Using mamba 0.9.2 (or conda 4.8.4) install the following:
mamba create -n ptera_v2 \
python=3.9.6 snakemake=6.7.0 peppy=0.31.1 sra-tools=2.11.0 tabix=1.11 \
r-tidyverse=1.3.1 r-tidymodels=0.1.3 r-sqldf=0.4_11 \
xsv=0.13.0 bioconductor-deseq2=1.34.0 bioconductor-preprocesscore=1.54.0 \
bioconductor-edaseq=2.26.0 samtools=1.14 bioconductor-eisar-1.6.0 bioconductor-bsgenome=1.62.0 \
r-wgcna=1.69
Make sure you run pre-install the macs env 1 time via basilisk.
basilisk::basiliskStart(MACSr:::env_macs)
Singularity must also be installed and accessible in this environment. Depending on your system this can be done via conda. For HPCs admin privileges may be required.
Other dependencies are handled at runtime by singularity.
Accessions are included in the pepfiles for each subworkflow. The primary data (DGRP RNA-seq) was generated by downloading all metadata for PRJNA483441 and processing the metadata file with a custom R script (see workflow/scripts).
Other data were similarly pulled from SRA/GEO.

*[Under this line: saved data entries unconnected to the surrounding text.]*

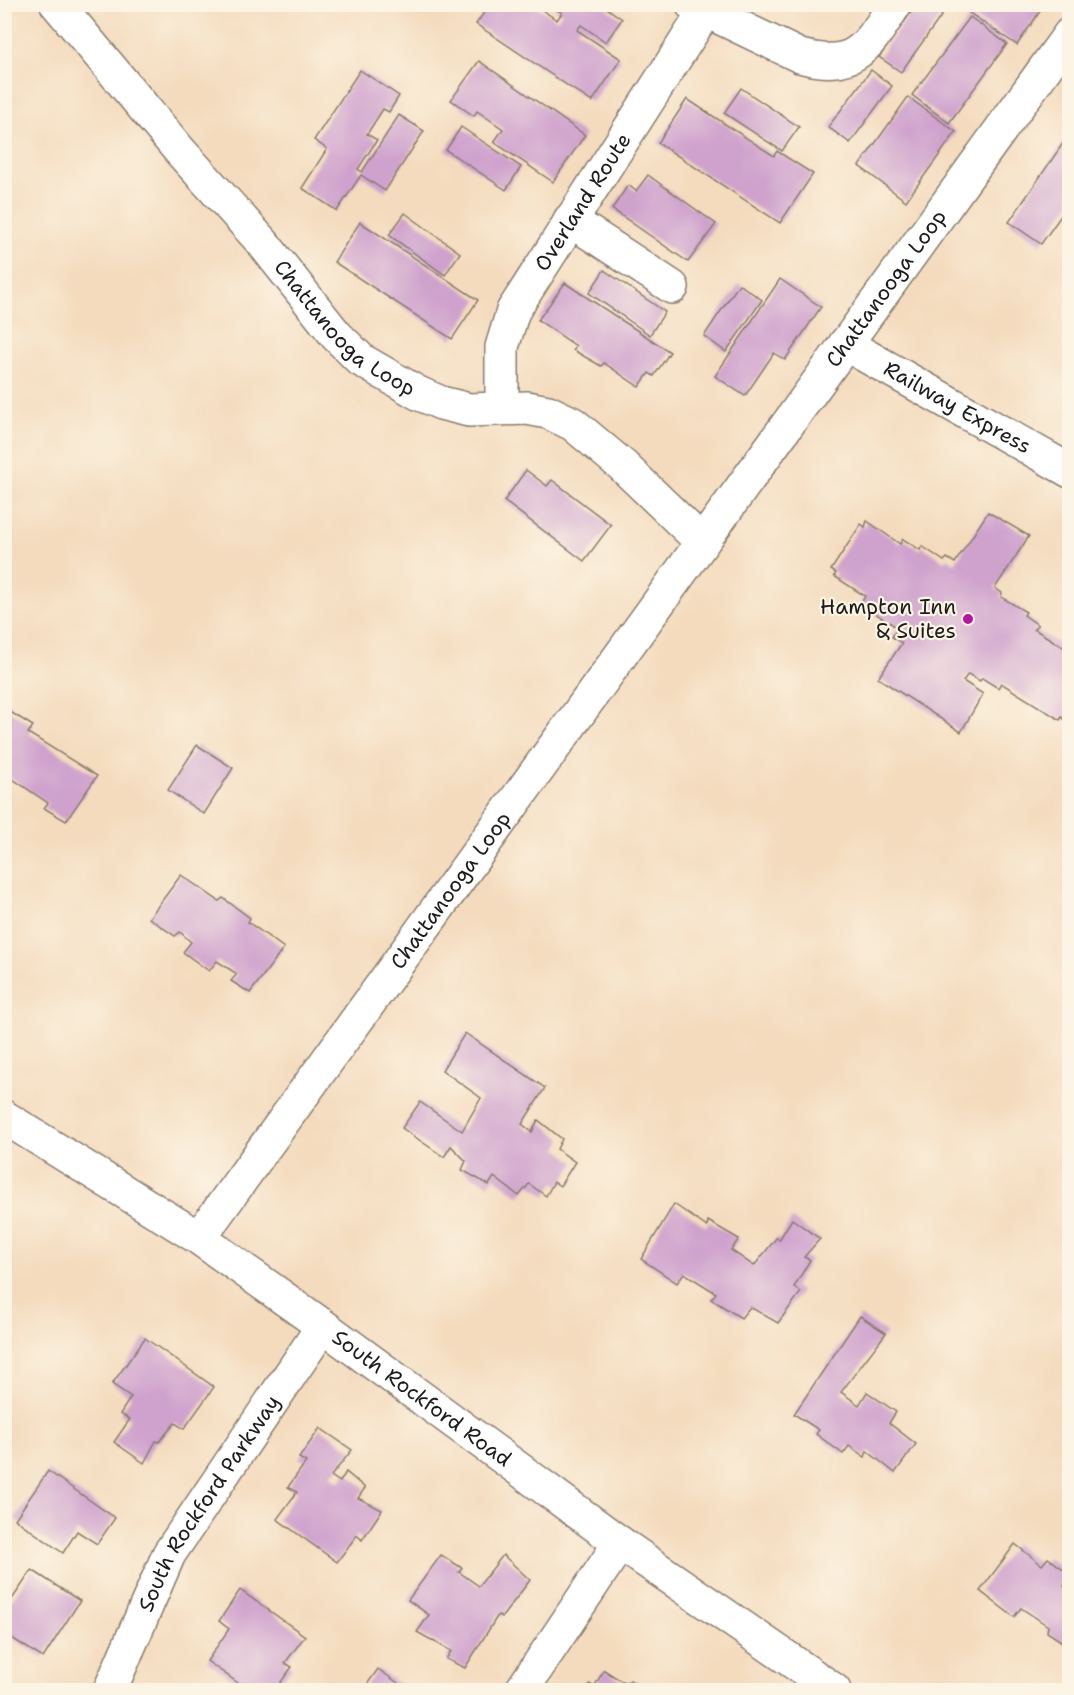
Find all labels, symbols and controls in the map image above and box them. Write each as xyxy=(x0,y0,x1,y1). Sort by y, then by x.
street label: Overland Route xyxy=(528,128,637,277)
street label: Chattanooga Loop xyxy=(819,204,952,373)
street label: Chattanooga Loop xyxy=(268,254,421,403)
street label: Railway Express xyxy=(879,355,1036,460)
place label: Hampton Inn & Suites xyxy=(820,593,956,645)
marker: Hampton Inn & Suites xyxy=(961,612,975,626)
street label: Chattanooga Loop xyxy=(384,806,517,975)
street label: South Rockford Road xyxy=(327,1323,517,1473)
street label: South Rockford Parkway xyxy=(132,1390,286,1616)

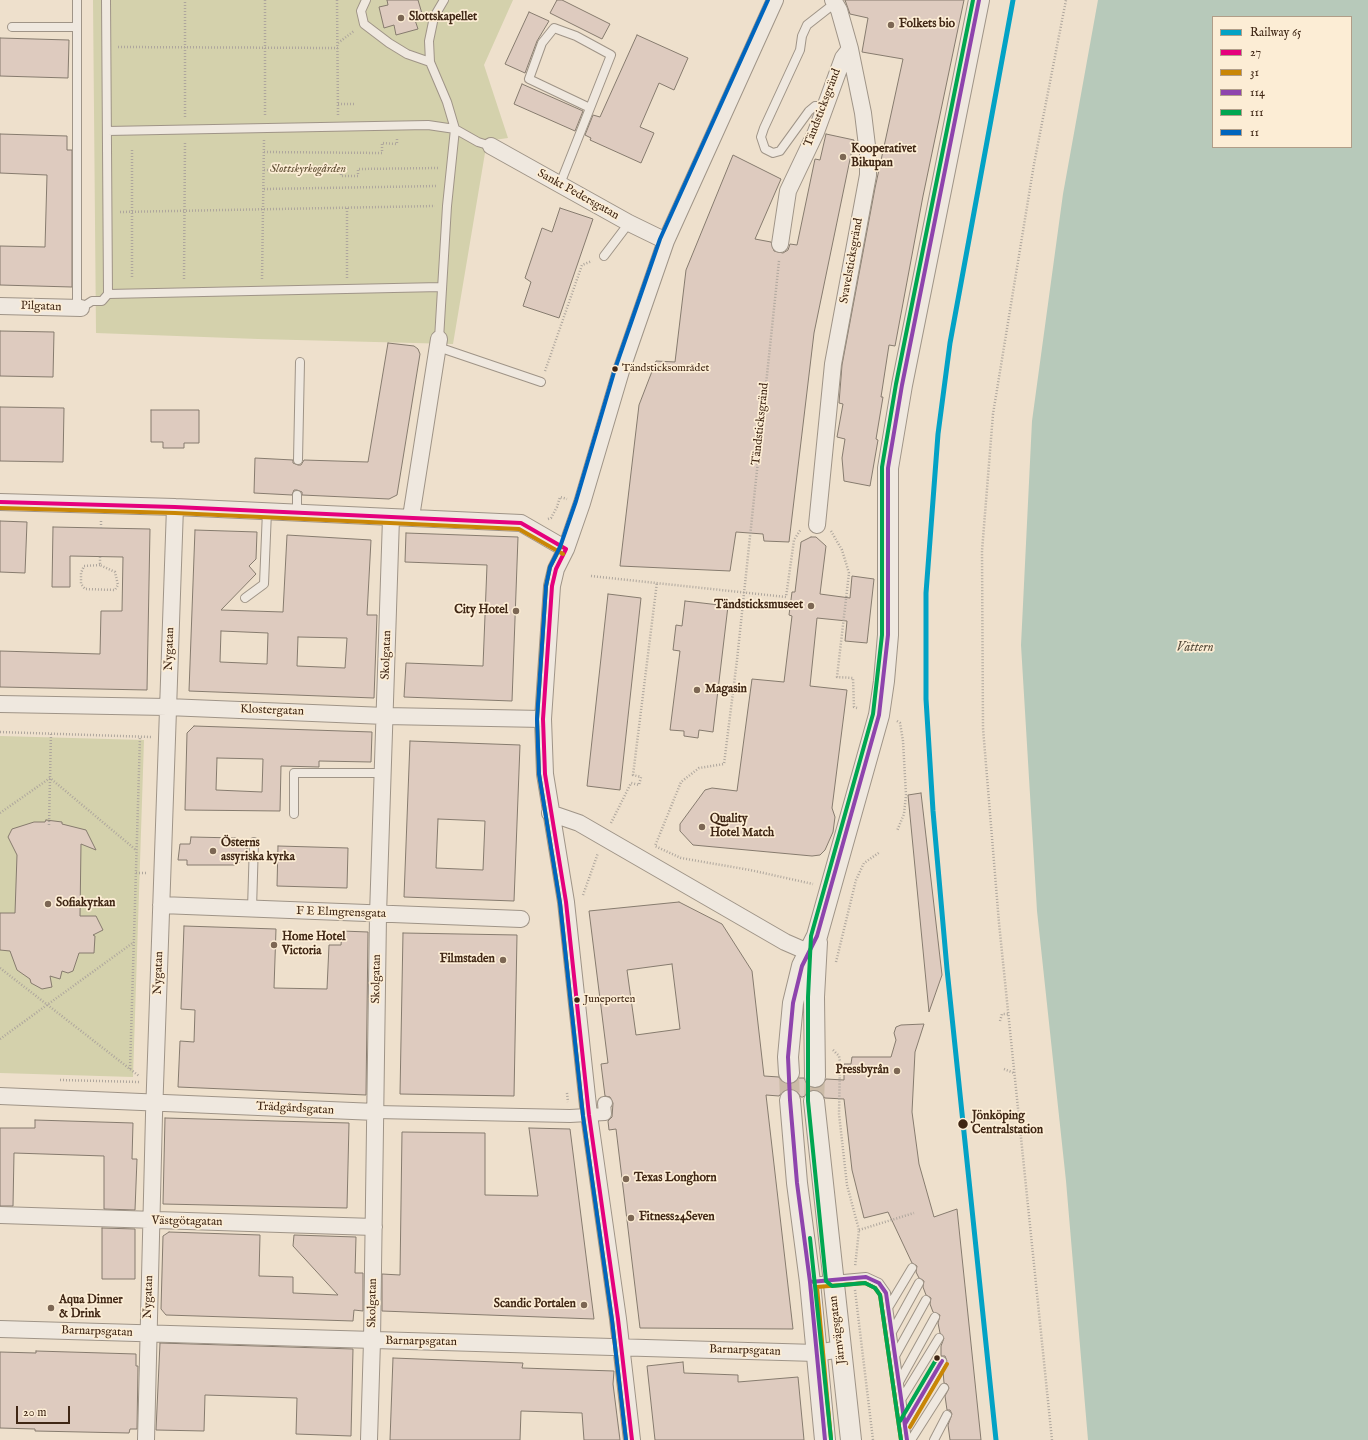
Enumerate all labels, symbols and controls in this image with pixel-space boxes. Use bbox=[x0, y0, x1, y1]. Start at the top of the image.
place label: Slottskapellet bbox=[409, 11, 477, 25]
marker: Slottskapellet bbox=[396, 13, 406, 23]
legend bbox=[1212, 16, 1352, 148]
place label: Folkets bio bbox=[899, 18, 955, 32]
marker: Folkets bio bbox=[886, 20, 896, 30]
text: Railway 65 bbox=[1250, 25, 1301, 40]
text: 27 bbox=[1250, 45, 1261, 60]
text: 31 bbox=[1250, 65, 1259, 80]
street label: Tändsticksgränd bbox=[801, 67, 845, 149]
text: 114 bbox=[1250, 85, 1265, 100]
text: 111 bbox=[1250, 105, 1263, 120]
text: 11 bbox=[1250, 125, 1259, 140]
place label: Kooperativet Bikupan bbox=[851, 143, 916, 171]
marker: Kooperativet Bikupan bbox=[838, 152, 848, 162]
park label: Slottskyrkogården bbox=[270, 163, 346, 177]
street label: Sankt Pedersgatan bbox=[535, 167, 621, 223]
street label: Svavelsticksgränd bbox=[837, 217, 867, 305]
street label: Pilgatan bbox=[20, 299, 62, 315]
place label: Tändsticksområdet bbox=[622, 362, 709, 376]
marker: Tändsticksområdet bbox=[610, 364, 620, 374]
street label: Tändsticksgränd bbox=[750, 382, 772, 466]
place label: Tändsticksmuseet bbox=[714, 599, 803, 613]
marker: Tändsticksmuseet bbox=[806, 601, 816, 611]
place label: City Hotel bbox=[454, 604, 508, 618]
marker: City Hotel bbox=[511, 606, 521, 616]
street label: Nygatan bbox=[162, 627, 178, 671]
street label: Skolgatan bbox=[379, 630, 395, 680]
water label: Vättern bbox=[1176, 640, 1214, 656]
place label: Magasin bbox=[705, 683, 747, 697]
marker: Magasin bbox=[692, 685, 702, 695]
street label: Klostergatan bbox=[240, 703, 304, 719]
place label: Quality Hotel Match bbox=[710, 813, 774, 841]
marker: Quality Hotel Match bbox=[697, 822, 707, 832]
place label: Österns assyriska kyrka bbox=[221, 837, 295, 865]
marker: Österns assyriska kyrka bbox=[208, 846, 218, 856]
place label: Sofiakyrkan bbox=[56, 897, 115, 911]
marker: Sofiakyrkan bbox=[43, 899, 53, 909]
street label: F E Elmgrensgata bbox=[296, 904, 386, 922]
place label: Home Hotel Victoria bbox=[282, 931, 345, 959]
marker: Home Hotel Victoria bbox=[269, 940, 279, 950]
street label: Nygatan bbox=[151, 951, 167, 995]
place label: Filmstaden bbox=[440, 953, 495, 967]
street label: Skolgatan bbox=[369, 954, 385, 1004]
marker: Filmstaden bbox=[498, 955, 508, 965]
place label: Juneporten bbox=[584, 993, 635, 1007]
marker: Juneporten bbox=[572, 995, 582, 1005]
place label: Pressbyrån bbox=[836, 1064, 889, 1078]
marker: Pressbyrån bbox=[892, 1066, 902, 1076]
street label: Trädgårdsgatan bbox=[256, 1100, 334, 1118]
place label: Jönköping Centralstation bbox=[972, 1110, 1043, 1138]
marker: Jönköping Centralstation bbox=[956, 1117, 970, 1131]
place label: Texas Longhorn bbox=[634, 1172, 717, 1186]
marker: Texas Longhorn bbox=[621, 1174, 631, 1184]
place label: Fitness24Seven bbox=[639, 1211, 715, 1225]
marker: Fitness24Seven bbox=[626, 1213, 636, 1223]
street label: Västgötagatan bbox=[151, 1214, 223, 1230]
street label: Nygatan bbox=[141, 1275, 157, 1319]
street label: Skolgatan bbox=[365, 1278, 381, 1328]
place label: Aqua Dinner & Drink bbox=[59, 1294, 123, 1322]
street label: Järnvägsgatan bbox=[827, 1295, 849, 1365]
place label: Scandic Portalen bbox=[494, 1298, 576, 1312]
marker: Scandic Portalen bbox=[579, 1300, 589, 1310]
marker: Aqua Dinner & Drink bbox=[46, 1303, 56, 1313]
street label: Barnarpsgatan bbox=[61, 1324, 133, 1340]
street label: Barnarpsgatan bbox=[385, 1334, 457, 1350]
street label: Barnarpsgatan bbox=[709, 1343, 781, 1359]
unlabelled marker bbox=[932, 1353, 942, 1363]
scale bar bbox=[18, 1398, 72, 1424]
text: 20 m bbox=[23, 1405, 46, 1420]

This pipeline requires a resources
folder which should be downloaded and placed in the
pipeline directory (level with config/
for example).
New data can be processed in subworkflows. Each sample table should resemble
the SRA run selector export. Recommended to clean this table appropriately with a script
that can be saved in the workflow/scripts
directory of each subworkflow.
Each table should have at a minimum the following columns:
sample_name
LibraryLayout
Experiment
Run
Library
ChIP-seq data should additionally have an input
column.
Note that by default RUN_TYPE=TEST
for the resource intensive workflows. This is useful for testing individual pipeline
components (i.e. subworkflows or the initial portions of the main workflow), but due to
the difficulty of making sure equivalent strain samples are always processed in the
test dataset for each subworkflow, test mode is not guaranteed to complete the full workflow
(main wf + subworkflows). Instead use RUN_TYPE=FULL
.
snakemake --profile <your profile> --use-conda --use-singularity --use-conda -j 999 -kp \
--config RUN_TYPE=FULL -n
If disk space is at a premium, consider running with --prioritize salmon_quant_se_vanilla
to enforce creation of the quant output and deletion of temp files for each sample as fast as possible.